WASHINGTON -- A career Justice Department prosecutor who quit the case against Roger Stone Jr. after the department sought a more lenient sentence, has agreed to testify under subpoena next week before the House Judiciary Committee.

House Democrats issued subpoenas Tuesday to the prosecutor, Aaron S.J. Zelinsky, along with a second Justice Department official, John W. Elias, who has also agreed to testify in public June 24 about politicization under Attorney General William Barr.

Elias is a career official in the Justice Department's antitrust division, which opened an inquiry into a fuel efficiency deal between major automakers and the state of California; congressional Democrats have called the scrutiny politically motivated.

Democrats are calling the officials whistleblowers, suggesting they are covered by federal laws that prohibit reprisals against civil servants who give information to Congress.

The chairman of the Judiciary Committee, Rep. Jerrold Nadler, D-N.Y., said in a statement that Barr has refused to testify himself, so the committee was moving forward with oversight of his actions without him.
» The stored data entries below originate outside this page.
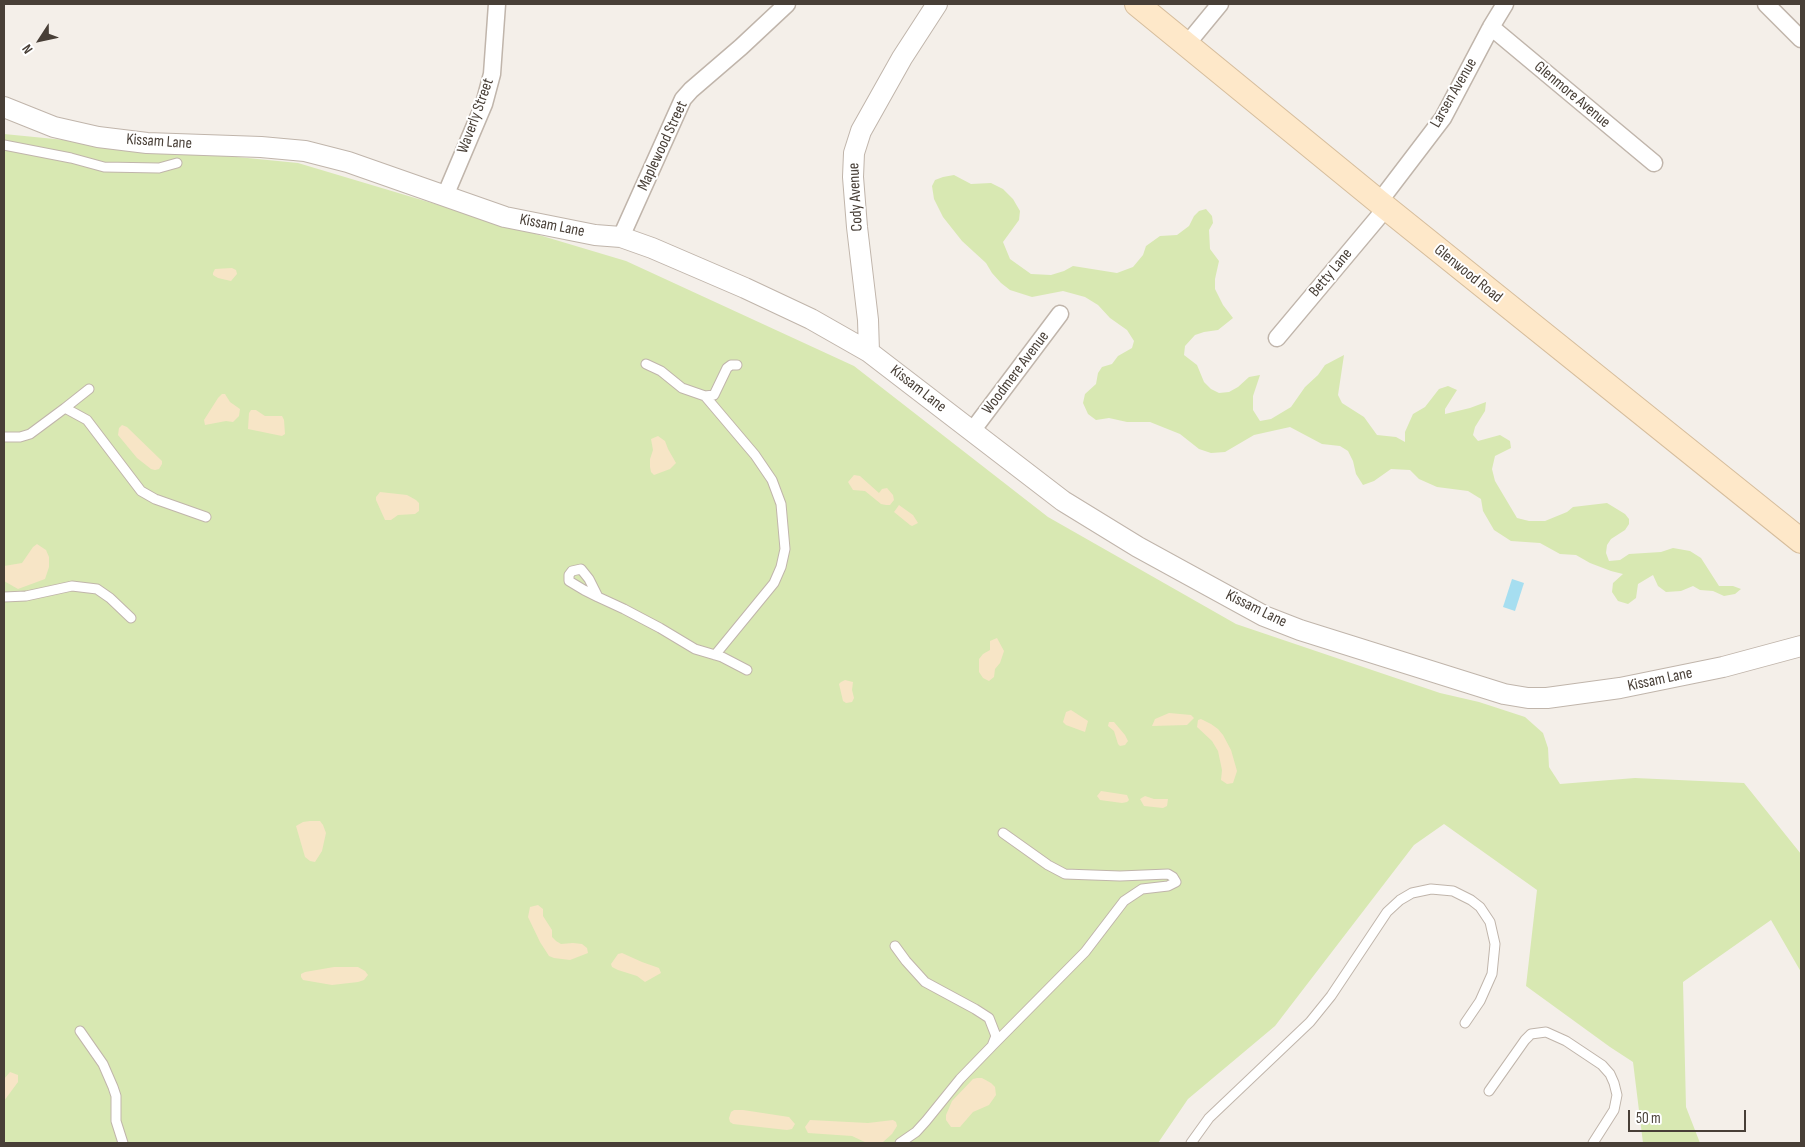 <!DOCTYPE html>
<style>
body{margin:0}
#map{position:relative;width:1805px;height:1147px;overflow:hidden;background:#f4efe9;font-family:"Sofia Sans Condensed",sans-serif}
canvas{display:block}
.frame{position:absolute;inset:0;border:5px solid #483f37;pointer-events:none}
.north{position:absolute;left:15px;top:15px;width:50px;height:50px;-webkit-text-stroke:4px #fff;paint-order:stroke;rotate:235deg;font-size:14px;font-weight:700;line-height:20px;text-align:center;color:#483f37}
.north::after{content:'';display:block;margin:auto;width:18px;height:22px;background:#483f37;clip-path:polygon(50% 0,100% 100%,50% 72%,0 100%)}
.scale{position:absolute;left:1628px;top:1110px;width:118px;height:22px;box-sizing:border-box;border:2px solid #483f37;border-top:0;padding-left:6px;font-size:15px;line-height:18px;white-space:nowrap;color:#483f37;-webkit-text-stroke:4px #fff;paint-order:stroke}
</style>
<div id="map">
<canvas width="1805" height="1147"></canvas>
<div class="frame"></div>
<div class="north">N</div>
<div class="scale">50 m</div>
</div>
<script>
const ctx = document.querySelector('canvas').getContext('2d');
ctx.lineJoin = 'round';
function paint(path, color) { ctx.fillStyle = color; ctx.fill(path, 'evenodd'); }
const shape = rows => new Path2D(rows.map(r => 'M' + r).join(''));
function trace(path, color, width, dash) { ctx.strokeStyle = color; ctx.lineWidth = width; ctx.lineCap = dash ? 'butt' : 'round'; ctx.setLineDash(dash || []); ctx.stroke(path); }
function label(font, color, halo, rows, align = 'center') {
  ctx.font = font + ' "Sofia Sans Condensed",sans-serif'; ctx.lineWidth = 4; ctx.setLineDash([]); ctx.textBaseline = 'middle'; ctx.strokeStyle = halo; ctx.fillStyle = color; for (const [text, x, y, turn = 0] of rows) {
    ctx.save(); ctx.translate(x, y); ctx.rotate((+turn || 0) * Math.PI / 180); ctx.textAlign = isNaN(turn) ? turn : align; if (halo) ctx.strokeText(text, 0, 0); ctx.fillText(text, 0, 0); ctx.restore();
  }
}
paint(shape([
 [4,134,298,163,626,261,854,366,1048,517,1236,624,1440,693,1479,702,1525,717,1543,733,1548,748,1549,767,1560,784,1635,778,1744,783,1801,854,1801,972,1771,920,1683,982,1686,1107,1700,1143,1643,1143,1633,1062,1610,1047,1526,986,1537,890,1444,824,1414,845,1275,1026,1188,1099,1158,1143,4,1143],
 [954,175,971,184,991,183,1003,189,1013,199,1020,211,1019,220,1003,242,1010,259,1031,274,1051,275,1064,271,1073,266,1117,273,1133,267,1143,255,1146,246,1160,236,1177,235,1189,226,1194,216,1199,211,1206,209,1212,216,1213,223,1209,230,1210,249,1219,261,1215,279,1215,289,1223,305,1233,318,1218,330,1204,332,1195,335,1185,346,1184,355,1197,365,1204,382,1211,389,1219,393,1229,392,1238,387,1249,377,1260,375,1253,396,1253,410,1260,421,1271,419,1291,407,1305,387,1318,375,1325,365,1344,355,1338,395,1342,403,1364,417,1377,435,1396,437,1405,442,1405,432,1413,414,1425,407,1439,389,1448,386,1457,390,1445,409,1445,414,1470,408,1486,402,1485,411,1475,427,1473,435,1478,441,1500,435,1510,441,1511,448,1495,456,1492,469,1495,481,1517,518,1529,521,1545,521,1567,512,1573,507,1607,503,1625,514,1629,519,1629,524,1625,530,1611,539,1607,545,1606,553,1609,561,1620,560,1629,554,1661,552,1673,548,1690,551,1701,558,1719,586,1733,586,1741,589,1735,594,1724,596,1713,591,1700,590,1693,586,1681,591,1666,592,1658,586,1653,575,1638,584,1636,598,1628,604,1618,601,1612,592,1613,583,1623,574,1611,571,1590,563,1576,555,1560,554,1540,543,1511,541,1494,530,1483,511,1481,499,1468,491,1437,487,1419,479,1410,470,1391,469,1374,481,1363,485,1356,474,1353,461,1348,451,1340,446,1322,444,1290,427,1254,435,1225,452,1211,453,1199,449,1180,434,1150,422,1127,422,1109,418,1096,420,1088,414,1083,403,1085,394,1096,384,1098,373,1102,367,1112,364,1118,356,1132,348,1134,341,1127,330,1110,318,1098,305,1085,297,1063,291,1032,297,1010,290,1001,283,992,273,986,263,962,241,943,217,934,199,932,186,935,180,943,177]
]), '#d8e8b2');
paint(shape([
 [232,268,236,270,237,274,231,281,218,278,213,275,213,273,215,269],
 [222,394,225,394,230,402,240,409,239,416,233,422,226,421,205,425,204,420,218,398],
 [251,410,256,410,265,416,282,416,284,420,285,434,282,436,248,429,249,413],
 [122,425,127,427,162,461,162,464,159,469,155,470,151,469,137,458,118,435,119,428],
 [658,436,665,441,668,449,676,463,670,469,654,475,651,472,650,467,650,459,653,450,651,439],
 [854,475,860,476,879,493,882,489,887,488,893,495,894,500,890,505,886,505,881,504,865,491,853,490,848,482],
 [380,492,407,495,416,500,419,503,419,511,415,514,398,515,391,520,385,520,376,500,376,497],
 [899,505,913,515,918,523,912,526,910,525,894,512],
 [37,544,46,550,49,557,49,567,45,579,18,589,4,581,4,566,22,563,33,547],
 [997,638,1004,651,1000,663,995,669,994,677,989,681,983,678,979,672,979,659,983,654,990,650,990,641],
 [845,680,853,682,852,690,854,698,852,702,846,703,843,701,839,684,841,682],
 [1071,710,1088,721,1085,732,1066,725,1063,722,1066,712],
 [1169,713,1191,715,1194,718,1187,725,1152,726,1155,719],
 [1201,719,1211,724,1218,729,1223,735,1231,750,1237,771,1233,783,1227,784,1221,780,1222,770,1218,751,1212,741,1197,727,1198,720],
 [1109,722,1114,722,1125,735,1128,741,1125,745,1120,746,1118,744,1114,731,1108,726],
 [1101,791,1127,795,1129,800,1127,802,1122,803,1100,800,1097,796],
 [1145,796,1154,799,1168,799,1167,806,1163,808,1144,806,1140,799],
 [310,821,320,821,323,825,326,833,322,851,315,862,310,861,305,857,296,826,303,822],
 [538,905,543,909,543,916,552,930,552,937,556,941,561,944,573,943,582,944,587,948,588,953,570,960,554,958,549,956,540,942,528,917,530,907],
 [622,953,642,962,659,968,661,973,645,982,637,976,618,970,612,967,611,964,618,954],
 [334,967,358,967,365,971,368,975,364,980,358,982,332,985,303,980,301,977,301,974,305,972],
 [10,1072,18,1075,18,1082,4,1101,4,1079],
 [977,1078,982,1078,991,1083,995,1087,996,1095,989,1105,973,1112,960,1127,951,1127,946,1120,946,1115,952,1101,973,1079],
 [734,1110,743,1110,789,1117,795,1124,792,1129,787,1130,733,1124,730,1122,729,1118,731,1112],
 [810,1120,868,1123,893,1120,896,1122,897,1126,892,1134,883,1142,867,1143,852,1136,808,1133,805,1127]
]), '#f7e5c6');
paint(shape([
 [1512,579,1524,583,1515,611,1503,607]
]), '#a6def0');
const service = shape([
 [4,145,71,158,104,167,159,168,177,163],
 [646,364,661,371,682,388,705,396],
 [65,408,89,389],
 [4,437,20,437,30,434,65,408,87,420,141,491,155,499,206,517],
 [4,597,26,596,72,586,97,589,110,598,131,618],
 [598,597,589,579,581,569,572,571,569,575,569,581,584,590,598,597,624,609,660,628,695,649,722,657,747,670],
 [715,655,774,583,781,567,785,549,781,504,772,480,755,455,705,396,714,395,727,368,731,365,737,365],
 [895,946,906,961,925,982,975,1009,989,1018,996,1036,992,1046,960,1079,926,1121,916,1132,900,1143],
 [80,1031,103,1064,113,1087,116,1096,116,1121,123,1143],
 [992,1046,1085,952,1124,901,1142,889,1168,886,1176,882,1173,877,1168,874,1120,876,1065,874,1048,865,1003,833],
 [1489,1091,1525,1040,1531,1034,1546,1032,1566,1041,1602,1065,1610,1074,1614,1083,1617,1095,1614,1110,1593,1143],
 [1191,1143,1209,1118,1310,1022,1331,996,1387,912,1400,900,1412,893,1431,889,1453,891,1471,900,1480,907,1490,922,1495,944,1492,974,1480,1001,1465,1023]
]);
const minor = shape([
 [1766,4,1801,39],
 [1491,27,1654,163],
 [1187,44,1220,4],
 [445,196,484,104,492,74,497,4],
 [1379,202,1443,118,1491,27,1505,4],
 [621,237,683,99,691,90,741,47,787,4],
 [1277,338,1386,208],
 [972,431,1060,314]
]);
const tertiary = shape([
 [4,107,54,127,98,137,147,143,261,147,305,151,348,162,505,217,595,235,621,237,652,248,745,288,811,319,869,352,1063,501,1138,547,1264,616,1300,630,1504,694,1528,698,1547,698,1620,688,1723,667,1801,646],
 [869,352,868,320,857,227,853,177,854,153,861,131,902,58,937,4]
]);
const secondary = shape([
 [1137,4,1379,202,1801,541]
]);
trace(service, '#c0b5ab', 11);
trace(minor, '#c0b5ab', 19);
trace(tertiary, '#c0b5ab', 22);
trace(secondary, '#d6bd9c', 26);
trace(service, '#fff', 9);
trace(minor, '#fff', 16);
trace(tertiary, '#fff', 20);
trace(secondary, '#fee8c9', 24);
label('16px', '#483f37', '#fff', [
 ["Larsen Avenue",1454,93,-60],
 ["Glenmore Avenue",1572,95,40],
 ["Waverly Street",476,116,-70],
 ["Kissam Lane",159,142,4],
 ["Maplewood Street",663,146,-65],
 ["Cody Avenue",856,197,-93],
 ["Kissam Lane",552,226,11],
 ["Betty Lane",1331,273,-50],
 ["Glenwood Road",1468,274,39],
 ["Woodmere Avenue",1016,373,-53],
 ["Kissam Lane",918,389,38],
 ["Kissam Lane",1256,609,26],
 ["Kissam Lane",1660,680,-12]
]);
</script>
"The attorney general -- who cites his busy schedule as a basis for refusing to appear before the House Judiciary Committee but has made time for multiple television interviews -- may have abdicated his responsibility to Congress, but the brave men and women of our civil service have not," Nadler said. "The committee welcomes the testimony of current and former department officials who will speak to the lasting damage the president and the attorney general have inflicted on the Department of Justice."

Kerri Kupec, a Justice Department spokeswoman, declined to comment.

The ability of lower-level officials to testify about internal executive branch matters without permission can be subject to dispute. The executive branch sometimes claims that such matters are privileged. Still, it has limited ability to block officials who have been subpoenaed by Congress and who want to comply with those legal demands to testify.

A third expected witness at the June 24 hearing is Donald Ayer, who served as deputy attorney general in the first George Bush administration when Barr led the department's Office of Legal Counsel in 1989 and 1990, before Barr succeeded him as deputy attorney general and then ascended to his first stint as attorney general.

Ayer has been a frequent critic of Barr's conduct, including the attorney general's interventions in the criminal prosecutions of Stone and Michael Flynn, Trump's former national security adviser.

Republicans on the Judiciary Committee can invite a witness of their own but have not selected one, according to a committee aide.

Zelinsky, an assistant U.S. attorney in Maryland, had been a member of the office of Robert Mueller, the former special counsel appointed to lead the investigation into whether Trump campaign officials coordinated with the Russian government in its 2016 election interference operation.

In February, when Stone was due to be sentenced for crimes related to trying to sabotage a separate congressional inquiry into the Russian matter in order to protect Trump, Zelinsky was one of four career prosecutors who abruptly withdrew from the case when the Justice Department revised its recommendation for Stone's sentence.